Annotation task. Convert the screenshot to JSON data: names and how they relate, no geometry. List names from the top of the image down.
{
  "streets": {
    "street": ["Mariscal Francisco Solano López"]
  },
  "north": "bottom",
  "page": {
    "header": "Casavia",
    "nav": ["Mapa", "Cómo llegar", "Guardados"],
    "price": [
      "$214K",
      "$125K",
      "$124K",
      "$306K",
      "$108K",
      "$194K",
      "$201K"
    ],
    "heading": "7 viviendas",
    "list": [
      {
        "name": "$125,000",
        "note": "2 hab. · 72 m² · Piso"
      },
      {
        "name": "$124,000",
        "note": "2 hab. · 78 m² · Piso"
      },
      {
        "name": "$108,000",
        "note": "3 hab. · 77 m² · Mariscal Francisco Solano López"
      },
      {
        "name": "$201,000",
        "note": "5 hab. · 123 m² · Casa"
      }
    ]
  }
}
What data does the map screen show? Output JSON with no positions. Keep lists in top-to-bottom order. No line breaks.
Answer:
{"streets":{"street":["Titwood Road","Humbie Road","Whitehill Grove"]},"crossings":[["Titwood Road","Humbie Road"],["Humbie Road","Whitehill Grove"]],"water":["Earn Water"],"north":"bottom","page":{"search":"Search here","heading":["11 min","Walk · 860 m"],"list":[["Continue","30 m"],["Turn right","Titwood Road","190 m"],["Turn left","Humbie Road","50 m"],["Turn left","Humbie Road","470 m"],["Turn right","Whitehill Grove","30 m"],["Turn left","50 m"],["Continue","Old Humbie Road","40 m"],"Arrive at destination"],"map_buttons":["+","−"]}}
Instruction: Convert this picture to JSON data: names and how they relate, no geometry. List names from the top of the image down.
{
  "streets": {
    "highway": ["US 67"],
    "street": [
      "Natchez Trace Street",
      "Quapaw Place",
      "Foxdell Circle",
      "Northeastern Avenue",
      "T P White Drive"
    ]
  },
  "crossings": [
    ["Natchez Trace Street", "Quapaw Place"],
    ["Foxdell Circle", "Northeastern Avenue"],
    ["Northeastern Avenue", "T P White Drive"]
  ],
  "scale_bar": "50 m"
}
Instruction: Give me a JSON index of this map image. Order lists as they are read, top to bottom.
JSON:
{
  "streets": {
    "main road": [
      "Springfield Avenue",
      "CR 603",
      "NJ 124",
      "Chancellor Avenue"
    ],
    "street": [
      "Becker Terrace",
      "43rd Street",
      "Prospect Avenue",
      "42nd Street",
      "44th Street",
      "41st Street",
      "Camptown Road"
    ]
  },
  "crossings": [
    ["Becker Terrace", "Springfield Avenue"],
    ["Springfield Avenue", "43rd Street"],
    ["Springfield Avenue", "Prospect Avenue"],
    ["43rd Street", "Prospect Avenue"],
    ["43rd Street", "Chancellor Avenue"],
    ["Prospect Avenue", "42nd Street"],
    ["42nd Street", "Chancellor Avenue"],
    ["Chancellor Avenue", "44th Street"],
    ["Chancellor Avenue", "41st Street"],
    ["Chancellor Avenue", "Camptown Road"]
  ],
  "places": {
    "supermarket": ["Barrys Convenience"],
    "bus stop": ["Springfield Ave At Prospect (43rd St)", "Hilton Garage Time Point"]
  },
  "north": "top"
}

What is needed: The material should be transcribed in full, character for character.

Answer for the task:
Annotation task. Convert the screenshot to JSON data: names and how they relate, no geometry. List names from the top of the image down.
{
  "streets": {
    "street": ["Mariscal Francisco Solano López"]
  },
  "north": "bottom",
  "page": {
    "header": "Casavia",
    "nav": ["Mapa", "Cómo llegar", "Guardados"],
    "price": [
      "$214K",
      "$125K",
      "$124K",
      "$306K",
      "$108K",
      "$194K",
      "$201K"
    ],
    "heading": "7 viviendas",
    "list": [
      {
        "name": "$125,000",
        "note": "2 hab. · 72 m² · Piso"
      },
      {
        "name": "$124,000",
        "note": "2 hab. · 78 m² · Piso"
      },
      {
        "name": "$108,000",
        "note": "3 hab. · 77 m² · Mariscal Francisco Solano López"
      },
      {
        "name": "$201,000",
        "note": "5 hab. · 123 m² · Casa"
      }
    ]
  }
}
What data does the map screen show? Output JSON with no positions. Keep lists in top-to-bottom order. No line breaks.
Answer:
{"streets":{"street":["Titwood Road","Humbie Road","Whitehill Grove"]},"crossings":[["Titwood Road","Humbie Road"],["Humbie Road","Whitehill Grove"]],"water":["Earn Water"],"north":"bottom","page":{"search":"Search here","heading":["11 min","Walk · 860 m"],"list":[["Continue","30 m"],["Turn right","Titwood Road","190 m"],["Turn left","Humbie Road","50 m"],["Turn left","Humbie Road","470 m"],["Turn right","Whitehill Grove","30 m"],["Turn left","50 m"],["Continue","Old Humbie Road","40 m"],"Arrive at destination"],"map_buttons":["+","−"]}}
Instruction: Convert this picture to JSON data: names and how they relate, no geometry. List names from the top of the image down.
{
  "streets": {
    "highway": ["US 67"],
    "street": [
      "Natchez Trace Street",
      "Quapaw Place",
      "Foxdell Circle",
      "Northeastern Avenue",
      "T P White Drive"
    ]
  },
  "crossings": [
    ["Natchez Trace Street", "Quapaw Place"],
    ["Foxdell Circle", "Northeastern Avenue"],
    ["Northeastern Avenue", "T P White Drive"]
  ],
  "scale_bar": "50 m"
}
Instruction: Give me a JSON index of this map image. Order lists as they are read, top to bottom.
JSON:
{
  "streets": {
    "main road": [
      "Springfield Avenue",
      "CR 603",
      "NJ 124",
      "Chancellor Avenue"
    ],
    "street": [
      "Becker Terrace",
      "43rd Street",
      "Prospect Avenue",
      "42nd Street",
      "44th Street",
      "41st Street",
      "Camptown Road"
    ]
  },
  "crossings": [
    ["Becker Terrace", "Springfield Avenue"],
    ["Springfield Avenue", "43rd Street"],
    ["Springfield Avenue", "Prospect Avenue"],
    ["43rd Street", "Prospect Avenue"],
    ["43rd Street", "Chancellor Avenue"],
    ["Prospect Avenue", "42nd Street"],
    ["42nd Street", "Chancellor Avenue"],
    ["Chancellor Avenue", "44th Street"],
    ["Chancellor Avenue", "41st Street"],
    ["Chancellor Avenue", "Camptown Road"]
  ],
  "places": {
    "supermarket": ["Barrys Convenience"],
    "bus stop": ["Springfield Ave At Prospect (43rd St)", "Hilton Garage Time Point"]
  },
  "north": "top"
}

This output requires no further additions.